Por que astronautas apertam objetos demais no espaço: a memória gravitacional do cérebro

Mesmo depois de meses flutuando em microgravidade, o cérebro humano permanece 'assombrado' pela atração da Terra. Um novo estudo mostra que astronautas consistentemente apertam objetos demais no espaço porque seus cérebros ainda antecipam a gravidade. A pesquisa, que levou quase 20 anos para ser coordenada e analisada, prova que nosso 'modelo de gravidade' interno é tão profundamente enraizado que leva meses para desaparecer e semanas para se recalibrar ao retornar para casa.

O estudo de 20 anos

Philippe Lefèvre e colegas da Université catholique de Louvain e Ikerbasque publicaram suas descobertas no Journal of Neuroscience. Ao longo de duas décadas, eles trabalharam com agências espaciais para equipar astronautas com sensores de preensão durante missões à Estação Espacial Internacional. A amostra incluiu vários astronautas, embora o número exato não tenha sido divulgado devido a restrições logísticas.

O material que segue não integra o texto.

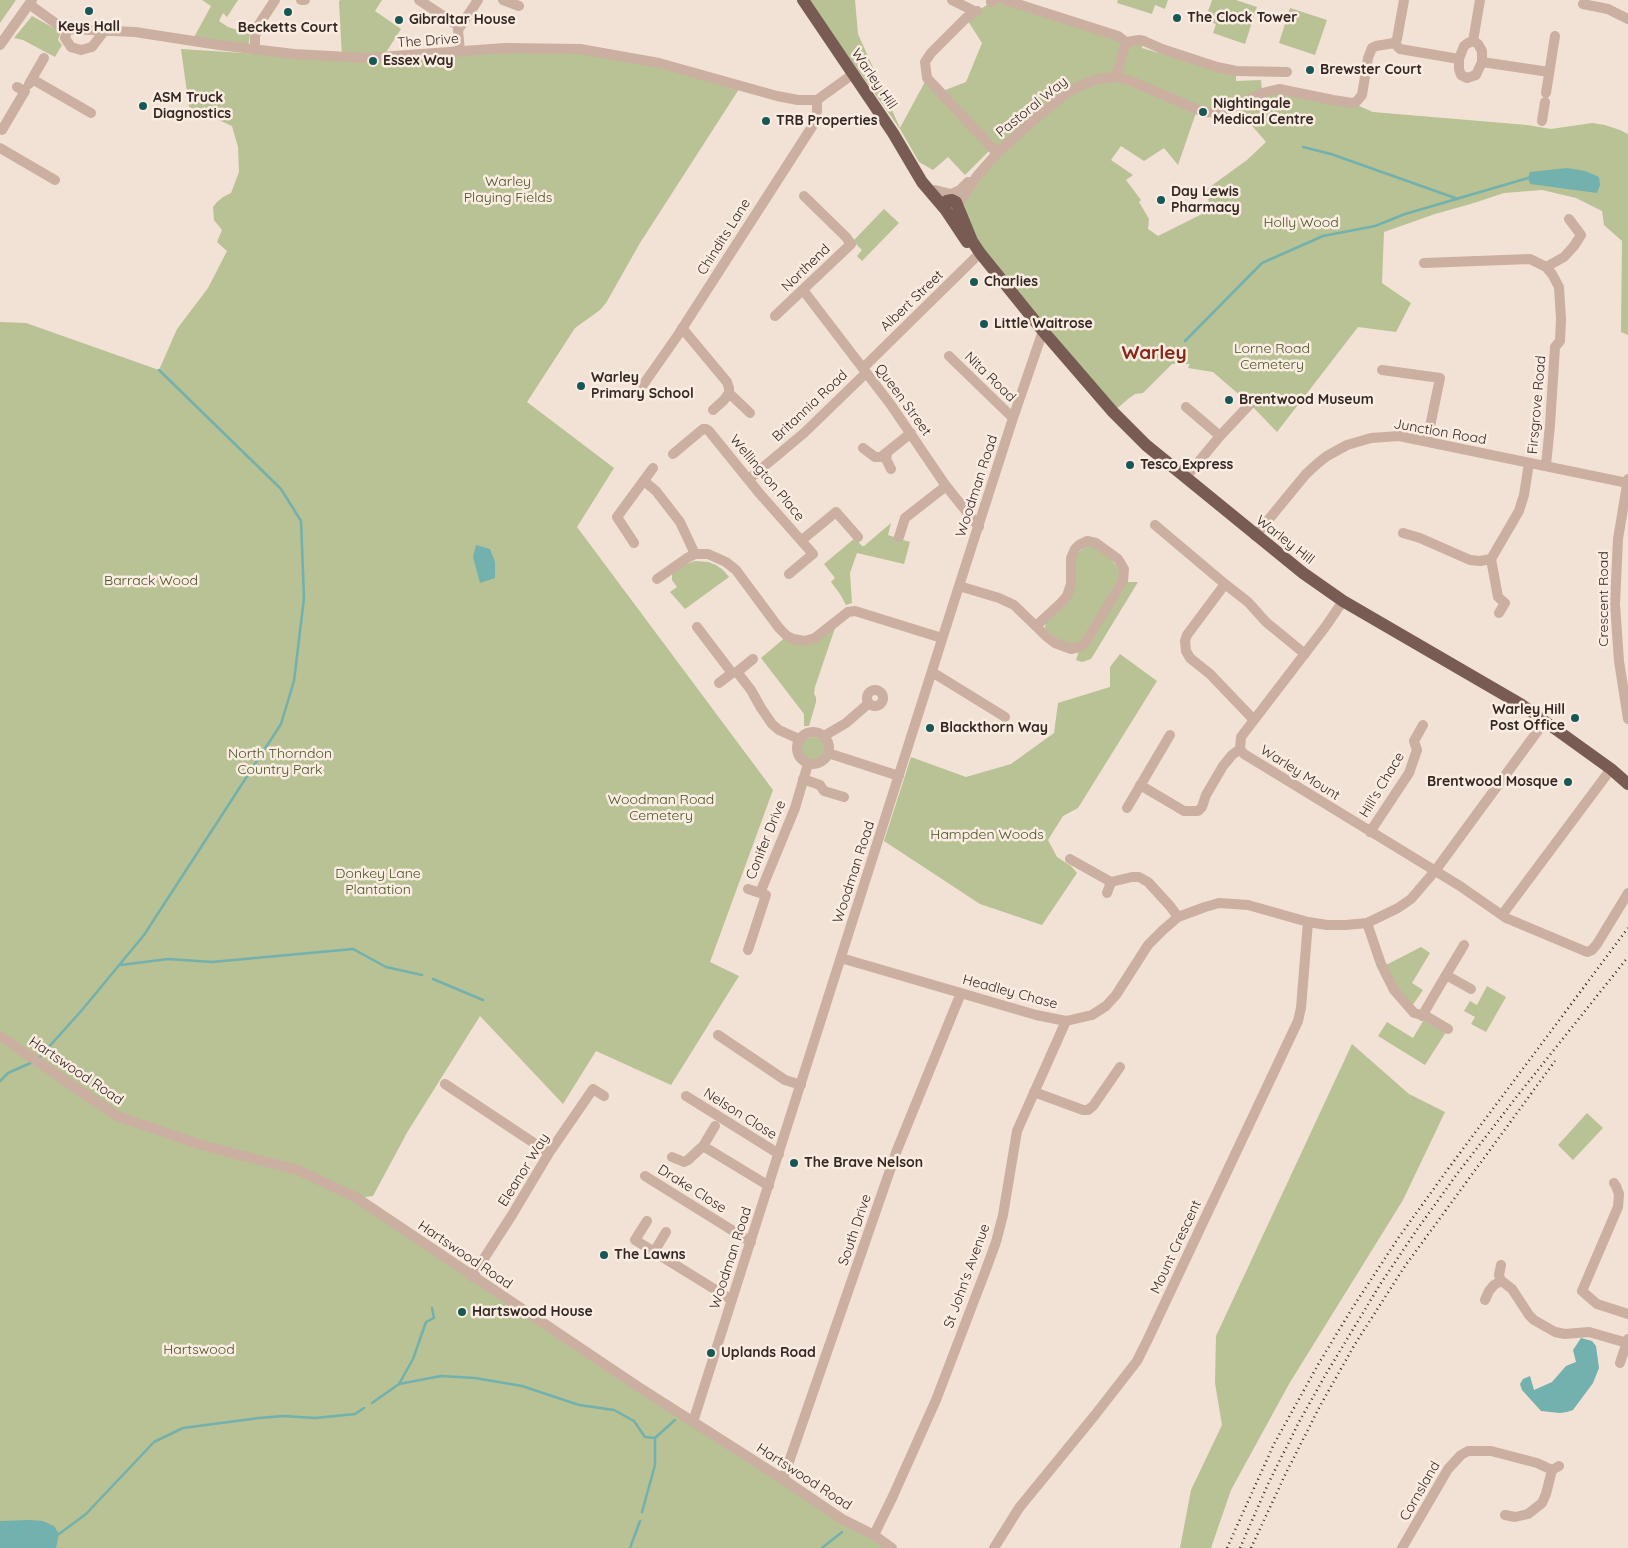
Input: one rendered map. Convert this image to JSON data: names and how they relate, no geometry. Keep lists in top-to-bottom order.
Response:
{
  "streets": {
    "main road": ["Warley Hill"],
    "street": [
      "The Drive",
      "Pastoral Way",
      "Chindits Lane",
      "Northend",
      "Albert Street",
      "Nita Road",
      "Queen Street",
      "Firsgrove Road",
      "Britannia Road",
      "Junction Road",
      "Wellington Place",
      "Woodman Road",
      "Crescent Road",
      "Warley Mount",
      "Hill's Chace",
      "Conifer Drive",
      "Headley Chase",
      "Hartswood Road",
      "Nelson Close",
      "Eleanor Way",
      "Drake Close",
      "South Drive",
      "Mount Crescent",
      "St John's Avenue",
      "Cornsland"
    ]
  },
  "crossings": [
    ["The Drive", "Chindits Lane"],
    ["Warley Hill", "Albert Street"],
    ["Warley Hill", "Junction Road"],
    ["Warley Hill", "Woodman Road"],
    ["Warley Hill", "Warley Mount"],
    ["Warley Hill", "Headley Chase"],
    ["Northend", "Queen Street"],
    ["Albert Street", "Queen Street"],
    ["Albert Street", "Britannia Road"],
    ["Nita Road", "Woodman Road"],
    ["Queen Street", "Britannia Road"],
    ["Queen Street", "Woodman Road"],
    ["Firsgrove Road", "Junction Road"],
    ["Britannia Road", "Wellington Place"],
    ["Junction Road", "Crescent Road"],
    ["Woodman Road", "Headley Chase"],
    ["Woodman Road", "Hartswood Road"],
    ["Woodman Road", "Nelson Close"],
    ["Woodman Road", "Drake Close"],
    ["Warley Mount", "Hill's Chace"],
    ["Warley Mount", "Headley Chase"],
    ["Headley Chase", "South Drive"],
    ["Headley Chase", "Mount Crescent"],
    ["Headley Chase", "St John's Avenue"],
    ["Hartswood Road", "Eleanor Way"],
    ["Hartswood Road", "South Drive"],
    ["Hartswood Road", "St John's Avenue"]
  ],
  "districts": ["Warley"],
  "parks": [
    "Warley Playing Fields",
    "Holly Wood",
    "Lorne Road Cemetery",
    "Barrack Wood",
    "North Thorndon Country Park",
    "Woodman Road Cemetery",
    "Hampden Woods",
    "Donkey Lane Plantation",
    "Hartswood"
  ],
  "places": [
    "Keys Hall",
    "Becketts Court",
    "The Clock Tower",
    "Gibraltar House",
    "Essex Way",
    "Brewster Court",
    "ASM Truck Diagnostics",
    "Nightingale Medical Centre",
    "TRB Properties",
    "Day Lewis Pharmacy",
    "Charlies",
    "Little Waitrose",
    "Warley Primary School",
    "Brentwood Museum",
    "Tesco Express",
    "Warley Hill Post Office",
    "Blackthorn Way",
    "Brentwood Mosque",
    "The Brave Nelson",
    "The Lawns",
    "Hartswood House",
    "Uplands Road"
  ]
}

A descoberta principal: quando os astronautas moviam objetos no espaço, aplicavam mais força de preensão do que o necessário. Essa supercompensação ocorria porque o modelo interno do cérebro previa que a gravidade da Terra puxaria o objeto para baixo — mesmo na sua ausência. O cérebro não liga um interruptor ao entrar no espaço; em vez disso, ele se ajusta lentamente ao longo de vários meses. Da mesma forma, ao retornar à Terra, os astronautas inicialmente apertavam de menos ou calculavam mal as forças até que seus cérebros reaprendessem 1g.

Lefèvre destacou a extrema dificuldade desta pesquisa, envolvendo décadas de coordenação para garantir que os sensores sobrevivessem à viagem e os dados fossem coletados de forma confiável. O trabalho sugere que a força de preensão não é apenas uma reação mecânica, mas uma estratégia preditiva baseada na avaliação do cérebro sobre o risco de queda.

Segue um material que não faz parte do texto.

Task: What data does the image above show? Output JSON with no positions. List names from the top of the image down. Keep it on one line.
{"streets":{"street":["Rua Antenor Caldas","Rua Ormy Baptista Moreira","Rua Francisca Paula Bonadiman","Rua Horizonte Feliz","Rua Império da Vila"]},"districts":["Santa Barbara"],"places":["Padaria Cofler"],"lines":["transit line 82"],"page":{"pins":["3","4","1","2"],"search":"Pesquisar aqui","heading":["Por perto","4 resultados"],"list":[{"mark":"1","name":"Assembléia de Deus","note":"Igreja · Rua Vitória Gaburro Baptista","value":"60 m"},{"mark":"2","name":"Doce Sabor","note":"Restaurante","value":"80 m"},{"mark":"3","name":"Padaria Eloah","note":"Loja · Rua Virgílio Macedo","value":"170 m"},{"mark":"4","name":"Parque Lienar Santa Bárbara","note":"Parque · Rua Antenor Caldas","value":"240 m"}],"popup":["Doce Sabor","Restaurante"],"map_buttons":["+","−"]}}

Por que isso importa para o seu cérebro

Esta pesquisa revela um princípio fundamental: seu cérebro depende de previsões de longo prazo construídas a partir da experiência ao longo da vida. Mesmo quando o ambiente muda drasticamente, essas previsões persistem. Para qualquer pessoa curiosa sobre cognição, isso mostra que o aprendizado não é instantâneo — requer exposição repetida e feedback. Seu cérebro constantemente modela o mundo, e esses modelos são lentos para atualizar. Isso explica por que os hábitos são difíceis de quebrar e por que novas habilidades exigem prática.

O que você pode fazer

Para ajudar seu cérebro a se adaptar mais rápido a novas situações — seja aprendendo um novo idioma ou se ajustando a uma rotina diferente — pratique deliberadamente em contextos variados. Dê ao seu cérebro um feedback consistente e claro. Por exemplo, se você está aprendendo a fazer malabarismo, pratique em diferentes iluminações ou em pé em superfícies diferentes. Essa variabilidade força seu cérebro a atualizar seu modelo interno de forma mais eficiente.